_Stored items_
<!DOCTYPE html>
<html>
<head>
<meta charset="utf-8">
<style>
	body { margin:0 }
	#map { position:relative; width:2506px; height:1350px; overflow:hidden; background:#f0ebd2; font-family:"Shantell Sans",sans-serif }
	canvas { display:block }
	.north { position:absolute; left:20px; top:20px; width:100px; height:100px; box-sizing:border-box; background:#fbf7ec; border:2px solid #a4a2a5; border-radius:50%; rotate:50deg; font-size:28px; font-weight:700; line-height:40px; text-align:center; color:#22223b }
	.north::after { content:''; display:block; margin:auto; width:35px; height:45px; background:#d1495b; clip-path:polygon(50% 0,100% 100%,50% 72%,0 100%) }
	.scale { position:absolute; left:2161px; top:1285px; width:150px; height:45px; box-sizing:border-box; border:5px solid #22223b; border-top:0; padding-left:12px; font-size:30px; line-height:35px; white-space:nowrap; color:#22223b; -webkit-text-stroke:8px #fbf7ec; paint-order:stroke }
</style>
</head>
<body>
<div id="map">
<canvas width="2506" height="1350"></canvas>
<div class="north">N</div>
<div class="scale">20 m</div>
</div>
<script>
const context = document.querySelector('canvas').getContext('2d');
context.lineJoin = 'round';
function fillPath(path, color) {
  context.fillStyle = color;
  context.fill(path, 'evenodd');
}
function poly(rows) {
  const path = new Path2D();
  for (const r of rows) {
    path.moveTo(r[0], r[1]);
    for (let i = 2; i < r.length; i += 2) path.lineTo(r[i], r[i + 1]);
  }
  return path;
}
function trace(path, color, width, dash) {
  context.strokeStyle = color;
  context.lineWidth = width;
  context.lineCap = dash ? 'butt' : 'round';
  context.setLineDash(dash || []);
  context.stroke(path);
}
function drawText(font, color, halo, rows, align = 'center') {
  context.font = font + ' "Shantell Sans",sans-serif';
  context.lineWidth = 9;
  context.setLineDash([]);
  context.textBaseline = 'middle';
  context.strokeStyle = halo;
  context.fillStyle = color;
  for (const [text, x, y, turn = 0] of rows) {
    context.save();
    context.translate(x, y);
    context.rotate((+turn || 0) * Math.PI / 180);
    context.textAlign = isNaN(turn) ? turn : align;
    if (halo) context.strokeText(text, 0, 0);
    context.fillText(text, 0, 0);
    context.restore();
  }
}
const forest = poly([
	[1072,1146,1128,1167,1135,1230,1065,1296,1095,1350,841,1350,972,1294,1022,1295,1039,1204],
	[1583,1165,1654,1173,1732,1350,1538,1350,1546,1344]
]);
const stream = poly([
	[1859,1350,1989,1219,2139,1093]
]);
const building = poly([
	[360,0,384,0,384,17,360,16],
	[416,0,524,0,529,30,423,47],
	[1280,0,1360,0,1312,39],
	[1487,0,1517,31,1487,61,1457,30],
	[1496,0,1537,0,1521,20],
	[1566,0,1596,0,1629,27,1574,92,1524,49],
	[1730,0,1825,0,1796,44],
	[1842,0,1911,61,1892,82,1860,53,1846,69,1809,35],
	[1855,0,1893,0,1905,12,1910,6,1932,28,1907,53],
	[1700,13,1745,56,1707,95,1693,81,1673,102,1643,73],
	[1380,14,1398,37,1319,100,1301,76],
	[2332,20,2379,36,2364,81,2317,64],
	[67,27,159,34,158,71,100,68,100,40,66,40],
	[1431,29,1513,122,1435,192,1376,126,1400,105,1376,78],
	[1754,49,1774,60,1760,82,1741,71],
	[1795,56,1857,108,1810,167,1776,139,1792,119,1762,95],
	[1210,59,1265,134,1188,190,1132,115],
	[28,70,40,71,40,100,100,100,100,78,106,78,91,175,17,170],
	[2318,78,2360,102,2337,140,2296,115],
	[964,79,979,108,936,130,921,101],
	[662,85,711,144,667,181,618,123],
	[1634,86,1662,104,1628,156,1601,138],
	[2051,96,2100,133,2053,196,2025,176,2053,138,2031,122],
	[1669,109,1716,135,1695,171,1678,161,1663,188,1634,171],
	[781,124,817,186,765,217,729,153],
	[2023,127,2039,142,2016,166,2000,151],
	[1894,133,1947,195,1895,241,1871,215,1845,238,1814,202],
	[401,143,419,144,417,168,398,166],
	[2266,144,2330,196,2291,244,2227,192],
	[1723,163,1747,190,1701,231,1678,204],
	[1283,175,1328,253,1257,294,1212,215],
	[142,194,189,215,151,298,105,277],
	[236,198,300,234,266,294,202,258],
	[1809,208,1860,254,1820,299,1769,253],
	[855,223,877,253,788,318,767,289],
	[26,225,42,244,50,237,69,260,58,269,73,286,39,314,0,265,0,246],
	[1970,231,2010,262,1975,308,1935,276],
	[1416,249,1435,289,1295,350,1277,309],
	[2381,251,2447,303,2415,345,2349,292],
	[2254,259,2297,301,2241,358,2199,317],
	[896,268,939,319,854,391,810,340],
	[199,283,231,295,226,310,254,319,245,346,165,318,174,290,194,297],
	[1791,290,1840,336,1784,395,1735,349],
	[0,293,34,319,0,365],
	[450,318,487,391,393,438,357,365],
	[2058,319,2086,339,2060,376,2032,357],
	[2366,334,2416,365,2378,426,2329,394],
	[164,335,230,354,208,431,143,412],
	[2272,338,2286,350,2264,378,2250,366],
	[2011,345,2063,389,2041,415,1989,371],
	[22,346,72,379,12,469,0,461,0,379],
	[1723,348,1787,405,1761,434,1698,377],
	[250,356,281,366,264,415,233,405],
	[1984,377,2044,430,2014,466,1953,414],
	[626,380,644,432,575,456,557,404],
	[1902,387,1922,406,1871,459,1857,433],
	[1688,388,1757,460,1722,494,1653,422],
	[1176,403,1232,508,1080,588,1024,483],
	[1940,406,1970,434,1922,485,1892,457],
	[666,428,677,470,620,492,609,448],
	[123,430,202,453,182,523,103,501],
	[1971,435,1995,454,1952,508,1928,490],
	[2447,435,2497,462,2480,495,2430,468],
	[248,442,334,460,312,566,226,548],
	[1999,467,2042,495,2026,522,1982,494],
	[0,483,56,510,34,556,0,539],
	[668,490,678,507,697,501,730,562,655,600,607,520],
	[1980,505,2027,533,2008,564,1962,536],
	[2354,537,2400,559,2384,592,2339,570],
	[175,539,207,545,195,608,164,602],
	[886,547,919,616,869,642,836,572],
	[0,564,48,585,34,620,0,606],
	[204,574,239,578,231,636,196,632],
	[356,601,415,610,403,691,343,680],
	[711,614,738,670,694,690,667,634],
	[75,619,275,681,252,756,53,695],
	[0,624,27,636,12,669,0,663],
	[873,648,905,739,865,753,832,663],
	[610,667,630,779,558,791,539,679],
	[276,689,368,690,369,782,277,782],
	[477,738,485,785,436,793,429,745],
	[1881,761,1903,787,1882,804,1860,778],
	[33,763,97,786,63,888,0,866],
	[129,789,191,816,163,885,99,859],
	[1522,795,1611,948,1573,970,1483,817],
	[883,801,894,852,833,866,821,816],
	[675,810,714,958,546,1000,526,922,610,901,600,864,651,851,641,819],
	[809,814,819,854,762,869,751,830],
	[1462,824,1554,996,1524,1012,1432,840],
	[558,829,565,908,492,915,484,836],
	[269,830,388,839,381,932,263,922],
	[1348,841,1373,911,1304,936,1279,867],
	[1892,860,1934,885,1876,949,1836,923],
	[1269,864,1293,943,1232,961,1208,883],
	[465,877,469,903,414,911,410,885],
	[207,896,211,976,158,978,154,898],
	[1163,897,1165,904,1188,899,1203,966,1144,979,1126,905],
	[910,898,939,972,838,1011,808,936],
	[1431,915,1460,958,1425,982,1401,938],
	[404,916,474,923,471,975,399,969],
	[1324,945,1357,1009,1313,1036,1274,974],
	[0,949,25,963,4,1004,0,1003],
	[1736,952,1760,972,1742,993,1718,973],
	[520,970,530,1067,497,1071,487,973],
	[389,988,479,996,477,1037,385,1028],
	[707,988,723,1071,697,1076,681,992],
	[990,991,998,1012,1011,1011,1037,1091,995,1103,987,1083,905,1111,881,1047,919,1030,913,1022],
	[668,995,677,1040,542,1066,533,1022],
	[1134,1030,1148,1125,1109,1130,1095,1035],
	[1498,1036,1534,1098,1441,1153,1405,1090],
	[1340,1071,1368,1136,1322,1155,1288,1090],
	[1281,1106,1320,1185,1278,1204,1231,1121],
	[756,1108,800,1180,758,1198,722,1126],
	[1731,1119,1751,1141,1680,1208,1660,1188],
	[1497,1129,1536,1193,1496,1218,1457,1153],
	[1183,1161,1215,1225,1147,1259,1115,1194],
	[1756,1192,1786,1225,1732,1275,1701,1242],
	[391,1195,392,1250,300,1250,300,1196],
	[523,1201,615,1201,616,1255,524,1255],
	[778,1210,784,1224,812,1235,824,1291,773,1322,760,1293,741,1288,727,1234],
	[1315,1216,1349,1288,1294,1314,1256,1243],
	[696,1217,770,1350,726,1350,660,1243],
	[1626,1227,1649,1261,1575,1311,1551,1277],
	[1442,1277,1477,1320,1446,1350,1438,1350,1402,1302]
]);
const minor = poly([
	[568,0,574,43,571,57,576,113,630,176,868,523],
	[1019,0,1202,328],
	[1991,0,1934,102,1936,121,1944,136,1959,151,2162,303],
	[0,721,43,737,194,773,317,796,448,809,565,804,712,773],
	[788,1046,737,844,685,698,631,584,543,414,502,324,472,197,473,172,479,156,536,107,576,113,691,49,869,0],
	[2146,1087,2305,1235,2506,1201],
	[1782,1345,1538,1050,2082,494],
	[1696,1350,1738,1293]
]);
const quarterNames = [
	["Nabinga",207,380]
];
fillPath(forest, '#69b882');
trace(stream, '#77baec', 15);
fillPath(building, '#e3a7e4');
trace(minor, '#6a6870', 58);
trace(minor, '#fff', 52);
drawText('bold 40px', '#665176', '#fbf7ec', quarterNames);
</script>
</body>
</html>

_Task to complete_
An exact copy of the lines above, from the one containing "context.lineCap = dash ? 'butt' : 'round';" through the one containing "context.setLineDash([]);", is the whole of the answer.

_Output for this task_
  context.lineCap = dash ? 'butt' : 'round';
  context.setLineDash(dash || []);
  context.stroke(path);
}
function drawText(font, color, halo, rows, align = 'center') {
  context.font = font + ' "Shantell Sans",sans-serif';
  context.lineWidth = 9;
  context.setLineDash([]);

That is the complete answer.